Model citizens
A spectre is haunting Europe – the spectre of model risk. Launched in 2016, the European Central Bank’s (ECB’s) Targeted Review of Internal Models (Trim) has forced a step-change in attitudes among European lenders towards ensuring their capital models are fit for purpose. In keeping with other regulators worldwide, the watchdog’s team of inspectors is visiting banks to check everything from internal governance processes to the data inputs that underpin modelling assumptions.
If the early evidence from the review is anything to go by, banks still have significant work to do to get their houses in order. The latest set of findings, on the safety and soundness of banks’ market risk models, landed in April – and made for grim reading. Of 30 banks that had been subjected to supervisory visits, the ECB found, on average, 32 issues with modelling practices – with, on average, nine issues deemed severe.
The review is already proving costly to lenders – and not just from a compliance point of view: ABN Amro cited changes made to its modelling practices as driving a €1.3 billion jump in credit risk-weighted assets during the first quarter of this year – implying the regulator thought its models were not adequately gauging the credit risk in its loan portfolios previously, necessitating a top-up.
For global lenders, Trim followed hot on the heels of the US Federal Reserve’s SR 11-7 guidance on model risk management (MRM) – published in 2011, though not enacted until 2012. Where Trim is, as the name suggests, targeted in scope, SR 11-7 is broad enough to capture anything that looks like a model within a bank, from a value-at-risk model to a simple spreadsheet-based factor model.
In reality, of course, Trim was a politically motivated project – partly designed to keep pace with SR 11-7, but also to shore up confidence in the use of internal modelling among European watchdogs keen to have some collateral to back their pro-model stance during the final negotiations over Basel III. In the opposing camp were US regulators – distrustful of internal modelling practices in the wake of major failings revealed during the financial crisis, and preferring instead the use of revised standardised approaches where possible, as well as an output floor to bind internal model estimates to these.
All of this has meant a compliance headache for banks, and a huge spend on hiring or redeploying quants from model development to risk management and validation teams. Quants don’t come cheap, nor do the army of consultants brought in to oversee the process. Sources tell tales of one US bank that attempted to lower costs by cutting as many PhD model quants as it could, and replacing them with master’s graduates – only to be red-flagged by its regulator.
While some of the changes to validation practices have required quant upskilling, much of the change has been around people and processes – motherhood and apple-pie operational risk practices such as establishing independent oversight and effective challenge during the model development and deployment phases.
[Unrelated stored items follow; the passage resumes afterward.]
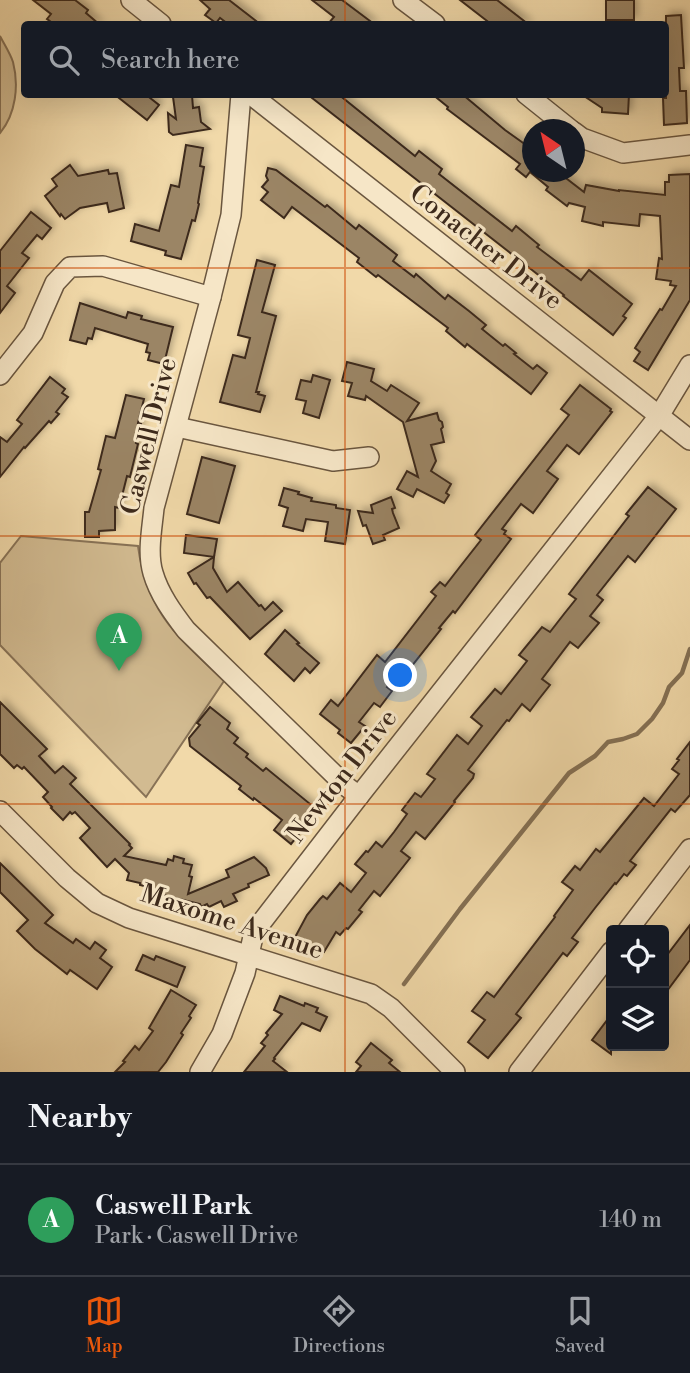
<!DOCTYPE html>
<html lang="en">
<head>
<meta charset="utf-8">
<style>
  body { margin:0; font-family:"Libre Bodoni",serif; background:#20242c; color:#f1f3f6 }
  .controls { position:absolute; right:21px; bottom:21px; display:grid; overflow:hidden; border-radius:7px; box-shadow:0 7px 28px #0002 }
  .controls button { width:63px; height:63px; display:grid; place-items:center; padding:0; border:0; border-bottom:2px solid #363941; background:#171b24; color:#f1f3f6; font:35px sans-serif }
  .compass { position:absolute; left:522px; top:119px; width:63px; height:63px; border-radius:50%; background:#171b24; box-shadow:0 7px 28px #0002; rotate:325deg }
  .you { position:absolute; left:401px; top:676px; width:24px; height:24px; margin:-18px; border:5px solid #fff; border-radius:50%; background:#1a73e8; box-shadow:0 0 0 10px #1a73e833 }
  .badge { display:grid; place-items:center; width:46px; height:46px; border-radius:50%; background:#ea580c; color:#fff; font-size:23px; font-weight:700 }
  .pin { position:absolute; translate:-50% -58px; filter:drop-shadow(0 2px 4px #0008) }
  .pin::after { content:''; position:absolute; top:37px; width:24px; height:21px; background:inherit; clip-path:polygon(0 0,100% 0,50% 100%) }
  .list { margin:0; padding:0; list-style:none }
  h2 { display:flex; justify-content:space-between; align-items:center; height:91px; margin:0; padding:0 28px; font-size:30px }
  h2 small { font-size:23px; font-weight:400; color:#9ea1a6 }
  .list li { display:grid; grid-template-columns:46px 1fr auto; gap:21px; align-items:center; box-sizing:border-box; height:112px; padding:0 28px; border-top:2px solid #363941 }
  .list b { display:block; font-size:26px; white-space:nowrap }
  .list p { margin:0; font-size:23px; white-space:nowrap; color:#9ea1a6 }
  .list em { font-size:23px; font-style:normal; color:#9ea1a6 }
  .icon { flex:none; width:38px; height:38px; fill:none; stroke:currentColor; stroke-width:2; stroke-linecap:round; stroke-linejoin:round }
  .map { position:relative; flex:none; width:690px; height:1072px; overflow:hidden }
  .search { position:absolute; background:#171b24; box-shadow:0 7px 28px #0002; left:21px; right:21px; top:21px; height:77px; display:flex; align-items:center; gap:18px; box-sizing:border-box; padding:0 24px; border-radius:7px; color:#9ea1a6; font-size:26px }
  .sheet { height:203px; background:#171b24 }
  nav { display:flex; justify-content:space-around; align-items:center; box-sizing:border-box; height:98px; border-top:2px solid #363941; background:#171b24; font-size:19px; color:#9ea1a6 }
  nav a { display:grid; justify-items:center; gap:4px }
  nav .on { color:#ea580c }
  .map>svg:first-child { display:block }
</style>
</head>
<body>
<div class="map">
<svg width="690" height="1072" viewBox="0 0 690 1072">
  <defs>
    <filter id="shadow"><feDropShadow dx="3.5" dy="-3.5" stdDeviation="3.5" flood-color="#0004"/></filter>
  </defs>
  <rect width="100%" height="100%" fill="#f1d9a9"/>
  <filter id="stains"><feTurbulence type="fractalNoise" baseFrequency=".00286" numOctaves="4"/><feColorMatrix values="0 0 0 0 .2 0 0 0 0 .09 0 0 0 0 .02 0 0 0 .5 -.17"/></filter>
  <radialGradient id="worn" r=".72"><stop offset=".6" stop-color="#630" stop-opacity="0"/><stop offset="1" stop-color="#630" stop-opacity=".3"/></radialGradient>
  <g fill="#d2bb91" stroke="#887256" stroke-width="2">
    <path d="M0,36C4,44 10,53 13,62C19,85 16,114 0,133Z"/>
    <path d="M21,536L138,546C147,613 178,637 224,681L146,797L0,645V563Z"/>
  </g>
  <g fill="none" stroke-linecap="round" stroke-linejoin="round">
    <path stroke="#847054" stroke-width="4.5" d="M404,984L460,909L569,773L595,756L608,742L623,739L637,734L652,719L663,703L669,687L682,673L690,649"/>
  </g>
  <g fill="#9b8565" stroke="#3d2a1c" stroke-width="2" filter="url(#shadow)">
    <path d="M33,0H75L88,10L86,13L99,24H54L47,19L51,14Z"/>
    <path d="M200,0H229L260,24H228L220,18L216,23L205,15L210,9Z"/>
    <path d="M312,0H342L374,24H328L334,17Z"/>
    <path d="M460,0H497L528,24H491Z"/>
    <rect x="606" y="0" width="28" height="20"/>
    <path d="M681,15L684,68H679L680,91H686L687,123L664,125L663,98H666V16Z"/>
    <path d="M114,94H145L159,105L147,120Z"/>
    <path d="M307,94H338L415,156L419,151L442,169L439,174L512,231L516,226L539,245L537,247L581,280L589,270L632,304L623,316L626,318L613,335L563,296L564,295Z"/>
    <path d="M432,94H462L505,130L533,150V168L530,172H558L584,192L586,185L619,191V190L665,195V182H669V175L690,174V300L648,370L634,361L640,352L635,348L660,309L662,310L676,286L670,285L671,281L656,279L659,258L662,259L660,216L640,214L639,226L603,222V226L582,221L585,207L569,203L567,206L546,190L548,187L530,172L526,177L516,169L520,164L447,109L448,107Z"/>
    <path d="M581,94H629L628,114L602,112V108Z"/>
    <path d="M192,95L193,108L199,107L201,122L210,129L173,135L169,132L168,113L176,119L173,97Z"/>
    <path d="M186,145L203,148L200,166L204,167L198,203L199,204L195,221L192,220L181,259L165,255L166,251L131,241L135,224L159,231L171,185L179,187Z"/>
    <path d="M70,165L78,176L108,170L109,174L117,173L124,208L109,212L107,203L80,208L65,219L61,214L60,216L45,196L57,186L52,179Z"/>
    <path d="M268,168L276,170L325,207L327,205L356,229L359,225L397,255L393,261L414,277L416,274L445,299L448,295L469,311L486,325L482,329L503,346L505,344L516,353L514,354L533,369L537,365L547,373L531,394L467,344L465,347L446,331L448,328L378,275L376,277L357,262L359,258L292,207L284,218L261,200L268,192L262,187L268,180L266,176Z"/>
    <path d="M31,212L51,228L42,239L37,235L22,253L29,258L7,286L15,293L0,313V251Z"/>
    <path d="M257,260L275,265L262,312L276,316L256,392H259L258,394L265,396L260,412L220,402L233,355L245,358L250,338L238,335Z"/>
    <path d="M80,303L126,318L128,312L142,316L141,319L173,327L164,364L148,360L150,353L146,352L148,344L95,328L92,339L88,338L86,344L70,340Z"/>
    <path d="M347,362L374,369L371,381L387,391L391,385L419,403L407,421L437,413L439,420L442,422L443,427L441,429L444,442L431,445L436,461L431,471L451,484L446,493L449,495L444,503L417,489L413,497L397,489L407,471L418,477L403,422L366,396L365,400L348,396L352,383L342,381Z"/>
    <path d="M313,375L330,380L319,418L303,413L306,401L296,399L301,380L311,382Z"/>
    <path d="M50,377L65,389L62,393L68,397L56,412L59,414L51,423L49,421L25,448L24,447L0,477V437L7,442L22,424L17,420Z"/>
    <path d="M580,385L611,409L610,411L612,412L579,454L567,445L547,471L558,479L533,513L521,504L502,529L506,531L504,534L511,539L455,613L453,611L439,628L441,629L407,672L402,668L387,687L392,691L380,707L374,703L359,722L365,726L351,743L338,733L340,730L320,714L331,700L338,706L377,655L385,662L436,596L431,592L440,582L445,586L459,568L481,540L475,535L569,415L561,409Z"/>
    <path d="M126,395L144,399L138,423L141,424L136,443L138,444L130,477L127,476L119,508L115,507V530L99,531V537H85V512H89L101,470L98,469L106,436L115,438Z"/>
    <path d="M202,457L235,466L219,523L187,514Z"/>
    <path d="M648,487L676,509L635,562L628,556L597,595L603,600L590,616L599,623L578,648L570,642L542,679L550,685L539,699L530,711L522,704L509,721L507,720L468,770L474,774L473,778L454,801L455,802L425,839L416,832L401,851L410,858L380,896L374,891L359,910L362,912L348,929L346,928L340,935L336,932L324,952L308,944L307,947L304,945L303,946L293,941L307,915L320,899L323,896L327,899L340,883L351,892L366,873L355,864L366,851L368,852L376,842L382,847L394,832L407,814L402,810L415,793L421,797L435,779L427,774L457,735L468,744L482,726L471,717L495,689L501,694L527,661L519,655L542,627L550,632L564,614L576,599L569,594L629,516L626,514Z"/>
    <path d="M284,488L299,492L298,494L312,498L311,501L336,505V508L350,510L345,544L325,541L328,522L306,519L303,531L283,526L288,508L279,505Z"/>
    <path d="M391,497L395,508L392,509L393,513L399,528L383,535L385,540L373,544L366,525L363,526L358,511L373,513L371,505Z"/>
    <path d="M186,535L217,539L214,557L184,553Z"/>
    <path d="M214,557L213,568L227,592L238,582L259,606L261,605L265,610L273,602L282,611L250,639L210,597L207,598L196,583L194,584L188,573Z"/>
    <path d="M285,630L299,643L297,644L319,663L310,673L305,668L294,681L265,654Z"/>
    <path d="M0,702L47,749L39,756L55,773L63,766L76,778L70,784L130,844L129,845L132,848L124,856L166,865L168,859L173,861L174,856L184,859L183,863L192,865L189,876L192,877L188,894L229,877L226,870L254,857L266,868L269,875L248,884L249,887L233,894L237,901L224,907L221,901L209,907L207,904L201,907L200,904L159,894L160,890L140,885V883L127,880L129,873L115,859L107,867L80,838L90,828L75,812L72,814L70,812L63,820L51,808L52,807L43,797L48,792L24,767L22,769L17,765L14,768L0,754Z"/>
    <path d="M210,707L230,723L227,729L238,738L234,743L248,754L246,757L263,771L266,768L315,808L300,825L304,828L291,844L274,830L282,820L254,798L253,800L239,789L241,786L190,746L189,738L200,725L197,723Z"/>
    <path d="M690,742V795L675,812L671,809L630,861L636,865L627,876L624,874L616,884L615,883L595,908L572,938L578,942L567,956L563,953L536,988L516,1014L521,1018L488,1058L468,1042L485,1020L472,1011L487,992L494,997L555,917L554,916L573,890L562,882L575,866L580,870L596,849L600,852L644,798L654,806L679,774L672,769L679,760L677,759Z"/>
    <path d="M0,863L53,915L45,923L73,943L76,939L90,949L95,942L106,950L100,958L112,967L97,989L70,970L67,974L35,949L17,931L28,920L0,892Z"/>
    <path d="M690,925V960L664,995V959Z"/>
    <path d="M143,955L154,960L156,956L185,967L177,987L136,970Z"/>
    <path d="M171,990L196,1005L189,1016L191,1018L181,1033L183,1035L166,1062L158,1072H115L125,1062L123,1061L135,1046L139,1050L153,1031L149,1028Z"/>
    <path d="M280,996L304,1006L305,1003L318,1008L316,1012L327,1017L320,1031L302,1023L274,1058L275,1059L273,1061L287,1072H244L265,1046L261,1043L268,1035L266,1033L282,1014L274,1010Z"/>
    <path d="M611,1015V1054L592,1040Z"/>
    <path d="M371,1043L392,1060L389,1063L400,1072H356L361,1066L356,1062Z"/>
  </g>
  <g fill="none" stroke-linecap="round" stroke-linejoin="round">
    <g stroke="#6a563f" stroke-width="22">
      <g id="minor">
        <path d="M131,0L161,24"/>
        <path d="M403,0L435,24"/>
        <path d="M241,94L231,215L211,297L154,508C152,529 147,553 153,573C159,594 173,613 186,630L347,787L359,796"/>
        <path d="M250,94L690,440"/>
        <path d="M526,94L571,130"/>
        <path d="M574,132L582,138L623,153L690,145"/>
        <path d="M0,375L33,333L55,283L70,267L103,266L211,297"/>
        <path d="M177,427L333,461L369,457"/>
        <path d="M0,811L67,878L97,903L129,918L371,994L391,1008L455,1072"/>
        <path d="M628,930L690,849"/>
        <path d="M200,1072L222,1034L245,973L254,932L359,796L659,416L690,365"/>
        <path d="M519,1072L611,952"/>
      </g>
    </g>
    <use href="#minor" stroke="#f6e6c7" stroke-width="19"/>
  </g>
  <path fill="none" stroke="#ce520e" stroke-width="2" stroke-opacity="0.55" d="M345,0V24M345,94V1072M0,268H690M0,536H690M0,804H690"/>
  <g text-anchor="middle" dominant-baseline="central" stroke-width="6" stroke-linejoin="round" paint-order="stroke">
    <g font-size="26" fill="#3d2a1c" stroke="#f6e6c7">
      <text transform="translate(486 247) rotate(38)">Conacher Drive</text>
      <text transform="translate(149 436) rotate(-76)">Caswell Drive</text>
      <text transform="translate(342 776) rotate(-52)">Newton Drive</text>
      <text transform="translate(232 922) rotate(18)">Maxome Avenue</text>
    </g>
  </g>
  <rect width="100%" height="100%" filter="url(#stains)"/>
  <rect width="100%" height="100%" fill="url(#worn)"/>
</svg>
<div class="controls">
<button><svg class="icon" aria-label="locate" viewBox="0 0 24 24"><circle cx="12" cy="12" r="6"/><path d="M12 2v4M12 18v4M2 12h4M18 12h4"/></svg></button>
<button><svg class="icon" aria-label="layers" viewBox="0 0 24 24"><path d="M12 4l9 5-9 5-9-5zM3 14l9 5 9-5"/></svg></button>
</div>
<svg class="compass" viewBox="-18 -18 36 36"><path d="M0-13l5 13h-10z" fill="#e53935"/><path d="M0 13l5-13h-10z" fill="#9ea1a6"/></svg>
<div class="you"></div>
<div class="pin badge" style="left:119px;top:671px;background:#2e9e5b">A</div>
<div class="search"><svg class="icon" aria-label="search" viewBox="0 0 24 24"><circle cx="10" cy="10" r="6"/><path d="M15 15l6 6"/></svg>Search here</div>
</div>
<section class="sheet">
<h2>Nearby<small></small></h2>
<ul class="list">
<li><span class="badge" style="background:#2e9e5b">A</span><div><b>Caswell Park</b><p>Park · Caswell Drive</p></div><em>140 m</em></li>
</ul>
</section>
<nav>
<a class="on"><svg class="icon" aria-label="map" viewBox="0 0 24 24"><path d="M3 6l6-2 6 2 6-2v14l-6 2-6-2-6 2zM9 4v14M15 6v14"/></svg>Map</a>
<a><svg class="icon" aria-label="directions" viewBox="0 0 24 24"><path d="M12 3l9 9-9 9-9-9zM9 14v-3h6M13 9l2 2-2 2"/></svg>Directions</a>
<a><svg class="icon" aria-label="saved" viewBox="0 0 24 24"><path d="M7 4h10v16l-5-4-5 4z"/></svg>Saved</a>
</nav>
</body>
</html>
Anne-Cécile Krieg, deputy head of MRM at Societe Generale, notes that the mindset has shifted. All three lines of defence should be responsible for MRM; previously it tends to have been left to the second line of defence. Now there are specific roles allocated across the three lines and it is fully embraced and embedded. With MRM, there are a significant number of stakeholders in the first line of defence, including the designer of the model, the person implementing it, the users and those tasked with surveillance. Now, all of those roles are identified in the first line, with increasing emphasis on users and the model owner roles.